Миссис Рубиоль изготовилась произнести длинную впечатляющую речь о tete-a-tete ее мужа с Черчиллем.
— Я вам сейчас кое-что расскажу, — не дав ей раскрыть рта, поспешно произнес я. — Больше всего я уважаю обеды, где не скупятся на спиртное. Знаете, все расслабляются, потом возникает спор, кто-то получает удар в челюсть. Обсуждение серьезных проблем за обеденным столом плохо сказывается на пищеварении. Кстати, на ваш обеды надо приходить в смокинге? У меня его нет… Я только хотел предупредить вас.

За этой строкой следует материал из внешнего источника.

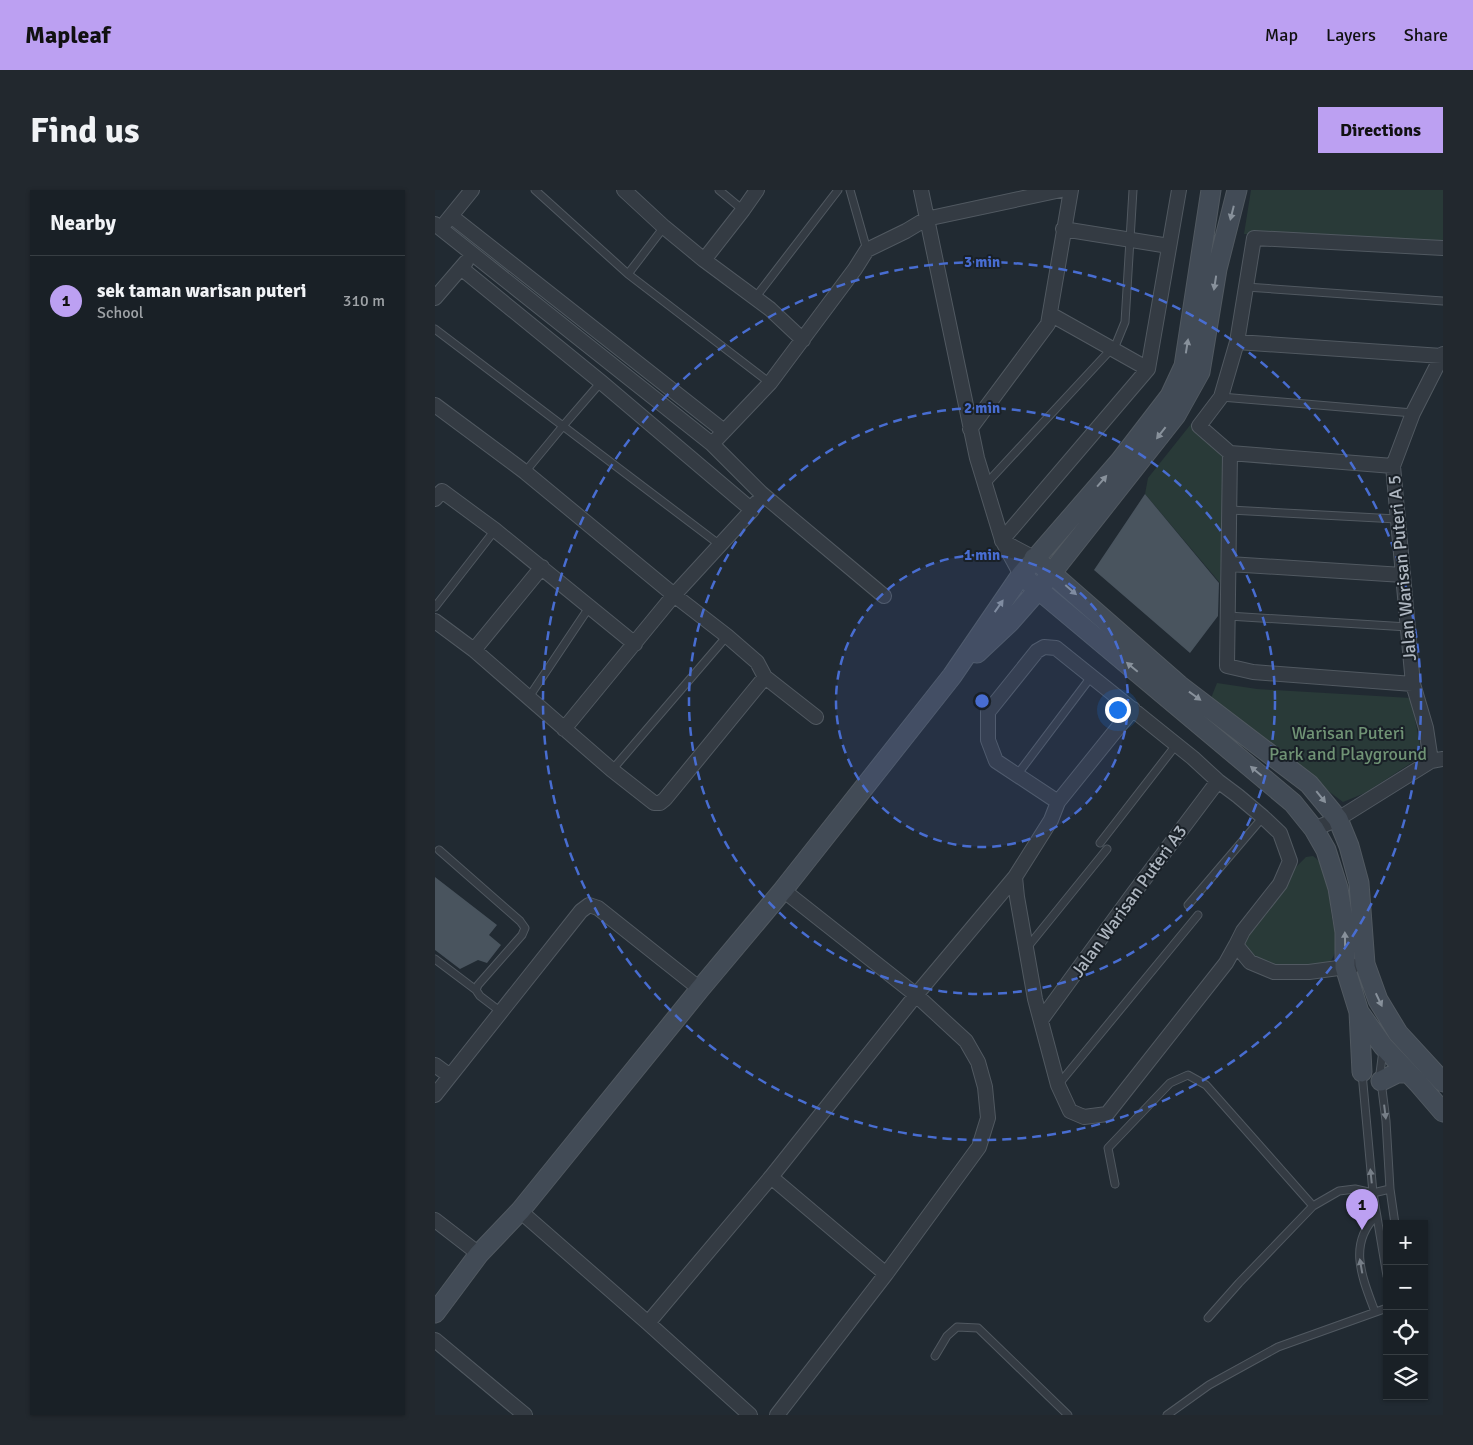 <!DOCTYPE html>
<meta charset="utf-8">
<style>
body{margin:0;font-family:Signika,sans-serif;background:#22282e;color:#f1f3f6}
.controls{position:absolute;right:15px;bottom:15px;display:grid;overflow:hidden;border-radius:0px;box-shadow:0 1px 4px #0004}
.controls button{width:45px;height:45px;display:grid;place-items:center;padding:0;border:0;border-bottom:1px solid #373e43;background:#192026;color:#f1f3f6;font:25px sans-serif}
.you{position:absolute;left:682px;top:519px;width:18px;height:18px;margin:-12px;border:4px solid #fff;border-radius:50%;background:#1a73e8;box-shadow:0 0 0 8px #1a73e833}
.badge{display:grid;place-items:center;width:32px;height:32px;border-radius:50%;background:#bca0f2;color:#111;font-size:16px;font-weight:700}
.pin{position:absolute;translate:-50% -41px;filter:drop-shadow(0 1px 2px #0008)}
.pin::after{content:'';position:absolute;top:26px;width:18px;height:15px;background:inherit;clip-path:polygon(0 0,100% 0,50% 100%)}
.list{margin:0;padding:0;list-style:none}
h2{display:flex;justify-content:space-between;align-items:center;height:65px;margin:0;padding:0 20px;font-size:21px}
h2 small{font-size:16px;font-weight:400;color:#9fa3a7}
.list li{display:grid;grid-template-columns:32px 1fr auto;gap:15px;align-items:center;box-sizing:border-box;height:90px;padding:0 20px;border-top:1px solid #373e43}
.list b{display:block;font-size:19px;white-space:nowrap}
.list p{margin:0;font-size:16px;white-space:nowrap;color:#9fa3a7}
.list em{font-size:16px;font-style:normal;color:#9fa3a7}
.icon{flex:none;width:28px;height:28px;fill:none;stroke:currentColor;stroke-width:2;stroke-linecap:round;stroke-linejoin:round}
.map{position:relative;flex:none;width:1008px;height:1225px;overflow:hidden;border-radius:0px}
header{display:flex;align-items:center;gap:30px;box-sizing:border-box;height:70px;padding:0 25px;background:#bca0f2;color:#111}
header strong{font-size:24px}
nav{display:flex;gap:28px;margin-inline-start:auto;font-size:18px}
.intro{display:flex;align-items:center;justify-content:space-between;box-sizing:border-box;height:120px;padding:0 30px}
h1{margin:0;font-size:35px}
.button{padding:12px 22px;border-radius:0px;background:#bca0f2;color:#111;font-size:18px;font-weight:700}
main{display:flex;gap:30px;padding:0 30px}
aside{flex:1;background:#192026;border-radius:0px;box-shadow:0 1px 4px #0004}
.map>svg:first-child{display:block}
.green{fill:#293a38}
.building{fill:#49545e}
.lines{fill:none;stroke-linecap:round;stroke-linejoin:round}
.lane-casing{stroke:#515961;stroke-width:9}
.street-casing{stroke:#515961;stroke-width:16}
.secondary-casing{stroke:#515961;stroke-width:21}
.lane{stroke:#343b43;stroke-width:7}
.street{stroke:#343b43;stroke-width:14}
.secondary{stroke:#424b56;stroke-width:19}
.oneway{fill:#88919b}
.oneway2{fill:#777f88}
.ring{fill:none;stroke:#486dd1;stroke-width:2.5;stroke-dasharray:9 6}
.labels{text-anchor:middle;stroke-width:4;stroke-linejoin:round;paint-order:stroke}
.street-label{font-size:18px;fill:#aeb6c0;stroke:#192027}
.park-label{font-size:18px;fill:#709375;stroke:#192027}
.centre{fill:#486dd1;stroke:#192027;stroke-width:2.5}
.ring-label{font-size:15px;text-anchor:middle;font-weight:bold;fill:#486dd1;stroke:#192027;stroke-width:4;stroke-linejoin:round;paint-order:stroke}
</style>
<header>
<strong>Mapleaf</strong>
<nav><a>Map</a><a>Layers</a><a>Share</a></nav>
</header>
<div class="intro"><h1>Find us</h1><a class="button">Directions</a></div>
<main>
<aside>
<h2>Nearby<small></small></h2>
<ul class="list">
<li><span class="badge">1</span><div><b>sek taman warisan puteri</b><p>School</p></div><em>310 m</em></li>
</ul>
</aside>
<div class="map">
<svg width="1008" height="1225" viewBox="0 0 1008 1225">
<rect width="100%" height="100%" fill="#212a32"/>
<path class="green" d="M816,0H1008V53L809,44Z
M756,234L791,267L785,393L710,304L713,288Z
M782,493L822,499L976,508L987,566L930,603L908,612L774,513Z
M878,666C897,678 893,708 897,728C898,735 902,744 901,751C901,764 898,770 889,779L845,781L820,769L809,752L861,677L871,667Z"/>
<path class="building" d="M710,304L784,393L783,426L755,463L659,380Z
M0,687L62,735L54,745L66,755L52,773L43,770L25,779L0,760Z"/>
<g class="lines">
<defs>
<path id="lane" d="M100,0L193,84L335,193
M284,0L308,20
M415,0L432,60
M193,84L229,37
M811,97L1008,111
M320,108L403,0
M0,139L285,355
M786,207L978,223
M90,282L128,236L166,192
M550,295L681,154L690,132L698,0
M795,320L962,329
M0,417L60,340
M793,426L973,437
M94,507L155,416
M177,580L292,446
M582,585L656,487
M665,653L741,555
M4,660L85,731L90,738L87,745L43,795L41,800L45,806L66,822
M753,715L828,627
M591,759L672,659
M0,769L41,800
M948,860L945,883L951,931L955,999L960,1034
M927,883L938,1003L952,1086
M623,895L763,725
M680,994L673,958L735,893L753,885L771,895L878,1016
M940,1122C928,1089 912,1055 941,1026
M773,1128L804,1093L878,1016L904,1001L920,999L938,1003L955,999
M500,1166L512,1146L522,1137L543,1138L633,1225
M732,1225L774,1195L843,1157L952,1118"/>
<path id="street" d="M189,0L229,37L269,70L335,119L368,150
M486,0L542,268L567,350L586,385
M16,26L289,241
M11,32L37,0
M0,34L277,254L326,303L449,406
M628,39L734,56
M269,70L308,20L322,0
M26,78L166,192L317,320
M0,108L31,72
M615,124L713,179
M802,152L1007,166
M0,215L90,282L239,405L292,446L322,472L330,487L381,527
M535,239L613,134L636,0
M277,254L335,193L420,79L432,60L471,41L491,29L626,0
M795,263L958,276
M0,309L7,301L60,340L200,454
M567,350L713,179L744,0
M567,351L599,368
M794,374L968,385
M0,431L39,460L177,580L219,613H225L230,609L330,487
M39,460L107,377
M978,494L818,482L792,476L795,263L764,236L786,207L802,152L819,48L1008,58
M129,539L239,405L317,320L321,313
M996,571L991,538L978,494L958,276L978,223L1008,164
M879,639L903,629L996,571L1008,569
M580,687L582,707L600,809L623,895L635,921L649,927L672,924L791,773L801,755L808,741L845,694L855,671L845,643L828,627L803,606L783,591L758,568L621,458L609,457L602,461L553,522V550L561,571L623,612
M801,755L815,772L839,782H874L918,776
M606,830L698,704L783,591
M0,875L15,886
M0,905L146,721L154,715L163,718L265,799
M336,987L451,1084
M85,1021L213,1133L315,1225
M0,1030L44,1064
M213,1133L336,987L481,805L580,687L616,630L623,612L698,519
M0,1150L90,1225
M342,1225L451,1084L544,957L553,928L550,897L543,872L531,851L481,805L348,700"/>
<path id="secondary" d="M599,368L744,495L874,594L903,629L914,656L924,693L930,774L943,810L963,843L1008,892
M586,385L858,613L879,639L891,660L903,698L910,742V777L924,822L948,856L983,893L1008,922
M542,463L575,432L604,399L741,225L765,182L782,79L802,0
M924,822L927,882
M946,891L962,883H973
M0,1123L44,1064L85,1021L265,799L348,700L517,486L586,385L685,271L735,206L749,176L776,0"/>
</defs>
<use href="#lane" class="lane-casing"/>
<use href="#street" class="street-casing"/>
<use href="#secondary" class="secondary-casing"/>
<use href="#lane" class="lane"/>
<use href="#street" class="street"/>
<use href="#secondary" class="secondary"/>
</g>
<defs><path id="oneway-solid" d="M-6-.8H1V-3.2L6.5 0L1 3.2V.8H-6Z" transform="scale(1.25)"/></defs>
<g class="oneway">
<use href="#oneway-solid" transform="translate(797 23) rotate(104)"/>
<use href="#oneway-solid" transform="translate(780 93) rotate(99)"/>
<use href="#oneway-solid" transform="translate(752 156) rotate(-81)"/>
<use href="#oneway-solid" transform="translate(726 243) rotate(128)"/>
<use href="#oneway-solid" transform="translate(667 291) rotate(-49)"/>
<use href="#oneway-solid" transform="translate(636 400) rotate(41)"/>
<use href="#oneway-solid" transform="translate(564 416) rotate(-55)"/>
<use href="#oneway-solid" transform="translate(697 477) rotate(-140)"/>
<use href="#oneway-solid" transform="translate(760 506) rotate(36)"/>
<use href="#oneway-solid" transform="translate(821 581) rotate(-140)"/>
<use href="#oneway-solid" transform="translate(886 607) rotate(51)"/>
<use href="#oneway-solid" transform="translate(910 749) rotate(-91)"/>
<use href="#oneway-solid" transform="translate(944 810) rotate(65)"/>
</g>
<g class="oneway2">
<use href="#oneway-solid" transform="translate(950 922) rotate(83)"/>
<use href="#oneway-solid" transform="translate(936 986) rotate(-96)"/>
<use href="#oneway-solid" transform="translate(926 1076) rotate(-100)"/>
</g>
<circle cx="547" cy="511" r="146" fill="#486dd1" fill-opacity=".12"/>
<g class="ring">
<circle cx="547" cy="511" r="146"/>
<circle cx="547" cy="511" r="293"/>
<circle cx="547" cy="511" r="439"/>
</g>
<g class="labels">
<g class="street-label">
<text transform="translate(967 378) rotate(-95)" y="6">Jalan Warisan Puteri A 5</text>
<text transform="translate(694 711) rotate(-54)" y="6">Jalan Warisan Puteri A3</text>
</g>
<g class="park-label">
<text x="913" y="549">Warisan Puteri<tspan x="913" dy="21">Park and Playground</tspan></text>
</g>
</g>
<circle cx="547" cy="511" r="8" class="centre"/>
<g class="ring-label">
<text x="547" y="77">3 min</text>
<text x="547" y="223">2 min</text>
<text x="547" y="370">1 min</text>
</g>
</svg>
<div class="controls">
<button>+</button>
<button>−</button>
<button><svg class="icon" aria-label="locate" viewBox="0 0 24 24"><circle cx="12" cy="12" r="6"/><path d="M12 2v4M12 18v4M2 12h4M18 12h4"/></svg></button>
<button><svg class="icon" aria-label="layers" viewBox="0 0 24 24"><path d="M12 4l9 5-9 5-9-5zM3 14l9 5 9-5"/></svg></button>
</div>
<div class="you"></div>
<div class="pin badge" style="left:927px;top:1040px">1</div>
</div>
</main>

— Приходите в чем хотите, естественно, — миссис Рубиоль едва ли обращала внимание на мои перебивания.
— Отлично! У меня всего один костюм, тот, что на мне. Он не слишком плох, как вы считаете?
Миссис Рубиолъ благосклонно улыбнулась.
— Порой вы напоминаете мне Сомерсета Моэма, — прощебетала она. — Я познакомилась с ним на судне, возвращаясь из Италии. Такой обаятельный скромный человек! Никто, кроме меня, не знал, кто он такой. Он путешествовал инкогнито…
— Вы случайно не заметили, он косолапил?
— Косолапил? — с тупым изумлением переспросила миссис Рубиоль.
— Ну да, косолапил… Разве вы не читали его знаменитейший роман «Бремя …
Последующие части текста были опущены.